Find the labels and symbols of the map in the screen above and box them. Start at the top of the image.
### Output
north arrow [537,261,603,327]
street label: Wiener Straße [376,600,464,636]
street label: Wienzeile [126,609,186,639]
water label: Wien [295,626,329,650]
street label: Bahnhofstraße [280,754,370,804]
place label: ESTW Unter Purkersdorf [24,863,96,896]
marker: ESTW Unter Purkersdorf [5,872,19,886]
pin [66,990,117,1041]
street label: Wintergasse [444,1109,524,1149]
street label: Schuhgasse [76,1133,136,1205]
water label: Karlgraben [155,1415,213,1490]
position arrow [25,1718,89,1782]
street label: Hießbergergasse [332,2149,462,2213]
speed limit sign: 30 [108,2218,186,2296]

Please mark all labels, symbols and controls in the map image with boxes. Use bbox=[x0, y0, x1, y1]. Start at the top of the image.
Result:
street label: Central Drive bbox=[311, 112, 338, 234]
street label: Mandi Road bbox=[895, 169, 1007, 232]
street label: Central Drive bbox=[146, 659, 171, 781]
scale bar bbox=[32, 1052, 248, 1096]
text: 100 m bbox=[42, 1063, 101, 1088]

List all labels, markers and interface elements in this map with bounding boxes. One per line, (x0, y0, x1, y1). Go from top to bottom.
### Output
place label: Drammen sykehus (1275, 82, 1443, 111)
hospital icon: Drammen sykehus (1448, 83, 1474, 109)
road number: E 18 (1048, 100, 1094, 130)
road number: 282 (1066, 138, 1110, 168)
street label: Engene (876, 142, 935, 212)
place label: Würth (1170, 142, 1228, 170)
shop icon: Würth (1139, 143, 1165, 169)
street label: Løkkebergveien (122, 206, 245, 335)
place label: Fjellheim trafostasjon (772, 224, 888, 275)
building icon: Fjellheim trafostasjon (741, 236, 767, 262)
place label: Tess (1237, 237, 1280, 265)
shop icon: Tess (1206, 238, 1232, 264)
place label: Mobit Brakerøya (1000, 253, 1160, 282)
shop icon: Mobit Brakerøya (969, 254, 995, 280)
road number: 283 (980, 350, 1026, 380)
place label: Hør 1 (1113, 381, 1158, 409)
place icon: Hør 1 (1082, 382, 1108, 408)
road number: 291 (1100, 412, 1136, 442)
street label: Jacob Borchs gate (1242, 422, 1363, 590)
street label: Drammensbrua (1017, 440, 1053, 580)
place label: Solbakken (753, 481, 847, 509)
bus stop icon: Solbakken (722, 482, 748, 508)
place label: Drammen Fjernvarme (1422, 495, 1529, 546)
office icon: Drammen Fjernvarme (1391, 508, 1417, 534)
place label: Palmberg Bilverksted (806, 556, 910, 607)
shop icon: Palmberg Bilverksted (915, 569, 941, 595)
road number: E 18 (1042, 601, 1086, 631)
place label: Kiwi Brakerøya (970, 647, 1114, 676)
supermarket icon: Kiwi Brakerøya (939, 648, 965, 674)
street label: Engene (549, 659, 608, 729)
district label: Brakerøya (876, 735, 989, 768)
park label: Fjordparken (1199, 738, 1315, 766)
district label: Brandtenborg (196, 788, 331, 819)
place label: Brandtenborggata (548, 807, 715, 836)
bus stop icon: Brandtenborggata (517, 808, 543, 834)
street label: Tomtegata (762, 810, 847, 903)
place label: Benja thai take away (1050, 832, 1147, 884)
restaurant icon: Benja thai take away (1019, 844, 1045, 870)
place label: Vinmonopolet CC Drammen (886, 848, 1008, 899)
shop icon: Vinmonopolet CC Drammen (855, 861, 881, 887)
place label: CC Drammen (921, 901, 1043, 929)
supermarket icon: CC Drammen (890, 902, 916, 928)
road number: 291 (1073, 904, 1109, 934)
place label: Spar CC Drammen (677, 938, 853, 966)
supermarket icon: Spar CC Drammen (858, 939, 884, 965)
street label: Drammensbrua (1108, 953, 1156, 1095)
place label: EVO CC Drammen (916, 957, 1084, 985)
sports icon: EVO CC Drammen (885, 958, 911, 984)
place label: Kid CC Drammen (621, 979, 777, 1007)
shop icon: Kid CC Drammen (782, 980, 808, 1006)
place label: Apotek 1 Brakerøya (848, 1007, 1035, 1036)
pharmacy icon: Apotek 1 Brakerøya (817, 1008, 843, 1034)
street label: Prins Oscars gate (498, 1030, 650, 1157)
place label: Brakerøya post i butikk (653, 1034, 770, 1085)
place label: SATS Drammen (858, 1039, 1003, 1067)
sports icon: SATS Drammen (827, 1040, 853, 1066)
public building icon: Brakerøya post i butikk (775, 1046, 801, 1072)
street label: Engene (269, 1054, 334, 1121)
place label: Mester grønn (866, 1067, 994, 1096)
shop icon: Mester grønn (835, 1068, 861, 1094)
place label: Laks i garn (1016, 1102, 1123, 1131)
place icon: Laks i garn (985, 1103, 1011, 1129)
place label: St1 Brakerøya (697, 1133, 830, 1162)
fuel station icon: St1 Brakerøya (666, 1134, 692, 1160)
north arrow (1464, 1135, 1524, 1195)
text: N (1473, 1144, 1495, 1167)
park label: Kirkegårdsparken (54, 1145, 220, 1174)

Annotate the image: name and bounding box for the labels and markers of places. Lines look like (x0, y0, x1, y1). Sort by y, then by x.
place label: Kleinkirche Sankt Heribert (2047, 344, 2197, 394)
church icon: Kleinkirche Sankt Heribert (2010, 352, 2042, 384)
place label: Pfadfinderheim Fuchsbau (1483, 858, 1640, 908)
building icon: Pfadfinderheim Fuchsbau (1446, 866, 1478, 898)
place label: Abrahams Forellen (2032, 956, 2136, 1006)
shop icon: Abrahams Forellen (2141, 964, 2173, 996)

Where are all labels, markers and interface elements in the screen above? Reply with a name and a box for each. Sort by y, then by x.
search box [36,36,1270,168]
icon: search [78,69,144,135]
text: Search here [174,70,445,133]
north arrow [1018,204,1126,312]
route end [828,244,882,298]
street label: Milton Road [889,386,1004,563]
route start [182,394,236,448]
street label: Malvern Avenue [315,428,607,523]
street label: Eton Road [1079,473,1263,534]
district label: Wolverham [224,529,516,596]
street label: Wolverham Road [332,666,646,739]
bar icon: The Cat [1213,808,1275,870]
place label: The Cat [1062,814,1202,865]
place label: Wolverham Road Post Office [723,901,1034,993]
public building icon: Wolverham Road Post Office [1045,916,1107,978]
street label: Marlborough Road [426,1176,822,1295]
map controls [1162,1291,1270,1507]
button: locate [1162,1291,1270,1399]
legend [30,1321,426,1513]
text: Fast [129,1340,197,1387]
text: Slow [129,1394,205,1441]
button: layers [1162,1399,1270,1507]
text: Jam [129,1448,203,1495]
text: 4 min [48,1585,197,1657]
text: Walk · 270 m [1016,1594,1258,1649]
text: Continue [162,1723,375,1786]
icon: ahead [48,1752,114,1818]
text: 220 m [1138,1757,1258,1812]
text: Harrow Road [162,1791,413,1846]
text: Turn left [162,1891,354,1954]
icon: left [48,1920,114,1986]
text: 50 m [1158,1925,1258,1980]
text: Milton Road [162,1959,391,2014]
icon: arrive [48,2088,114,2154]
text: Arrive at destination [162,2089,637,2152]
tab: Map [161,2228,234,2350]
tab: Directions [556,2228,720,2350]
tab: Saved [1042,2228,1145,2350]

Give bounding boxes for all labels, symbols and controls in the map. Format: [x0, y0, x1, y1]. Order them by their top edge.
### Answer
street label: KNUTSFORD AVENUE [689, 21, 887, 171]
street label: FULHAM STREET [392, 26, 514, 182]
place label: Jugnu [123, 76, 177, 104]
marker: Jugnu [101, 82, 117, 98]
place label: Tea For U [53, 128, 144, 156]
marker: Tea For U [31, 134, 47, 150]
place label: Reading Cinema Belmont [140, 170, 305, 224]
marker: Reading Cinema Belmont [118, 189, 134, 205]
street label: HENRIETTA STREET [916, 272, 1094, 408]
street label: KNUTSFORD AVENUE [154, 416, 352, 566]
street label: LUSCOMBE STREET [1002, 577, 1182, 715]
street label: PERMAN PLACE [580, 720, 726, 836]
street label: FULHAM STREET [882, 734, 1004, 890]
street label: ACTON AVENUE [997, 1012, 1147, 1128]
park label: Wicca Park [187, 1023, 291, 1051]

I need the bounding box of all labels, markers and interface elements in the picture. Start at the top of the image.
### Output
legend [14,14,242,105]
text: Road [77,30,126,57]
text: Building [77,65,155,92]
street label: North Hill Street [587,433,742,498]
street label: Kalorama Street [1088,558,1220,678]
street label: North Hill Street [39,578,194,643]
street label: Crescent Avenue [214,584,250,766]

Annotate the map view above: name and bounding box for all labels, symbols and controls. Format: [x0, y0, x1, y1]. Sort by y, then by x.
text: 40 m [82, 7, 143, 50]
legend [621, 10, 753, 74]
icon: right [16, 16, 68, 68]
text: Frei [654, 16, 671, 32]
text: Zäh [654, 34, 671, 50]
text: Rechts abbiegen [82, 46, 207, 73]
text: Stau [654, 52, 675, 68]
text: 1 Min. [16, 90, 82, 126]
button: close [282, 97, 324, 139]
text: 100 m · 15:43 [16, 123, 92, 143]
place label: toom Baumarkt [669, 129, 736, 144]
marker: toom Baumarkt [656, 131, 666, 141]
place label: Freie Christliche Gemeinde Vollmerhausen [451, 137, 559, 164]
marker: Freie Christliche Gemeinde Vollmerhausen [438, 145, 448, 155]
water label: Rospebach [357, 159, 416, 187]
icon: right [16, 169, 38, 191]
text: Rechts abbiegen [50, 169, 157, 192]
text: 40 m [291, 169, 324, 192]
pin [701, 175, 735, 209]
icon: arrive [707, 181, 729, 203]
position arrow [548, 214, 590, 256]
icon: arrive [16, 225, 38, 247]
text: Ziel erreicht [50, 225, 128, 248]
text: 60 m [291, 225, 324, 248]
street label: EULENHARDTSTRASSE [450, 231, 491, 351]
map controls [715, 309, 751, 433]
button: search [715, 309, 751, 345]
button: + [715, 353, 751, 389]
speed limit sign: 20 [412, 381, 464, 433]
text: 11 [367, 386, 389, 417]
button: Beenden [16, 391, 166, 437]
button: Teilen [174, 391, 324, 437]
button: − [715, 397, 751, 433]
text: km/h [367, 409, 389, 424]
_ _ _ _ _ _ _
→ INSTRUCTIONS TO FOLLOW:
Please transcribe the material line by line, exactly, from its opening line through the line that contains "Please mark all".

→ THE ANSWER:
Find the labels and symbols of the map in the screen above and box them. Start at the top of the image.
### Output
north arrow [537,261,603,327]
street label: Wiener Straße [376,600,464,636]
street label: Wienzeile [126,609,186,639]
water label: Wien [295,626,329,650]
street label: Bahnhofstraße [280,754,370,804]
place label: ESTW Unter Purkersdorf [24,863,96,896]
marker: ESTW Unter Purkersdorf [5,872,19,886]
pin [66,990,117,1041]
street label: Wintergasse [444,1109,524,1149]
street label: Schuhgasse [76,1133,136,1205]
water label: Karlgraben [155,1415,213,1490]
position arrow [25,1718,89,1782]
street label: Hießbergergasse [332,2149,462,2213]
speed limit sign: 30 [108,2218,186,2296]

Please mark all labels, symbols and controls in the map image with boxes. Use bbox=[x0, y0, x1, y1]. Start at the top of the image.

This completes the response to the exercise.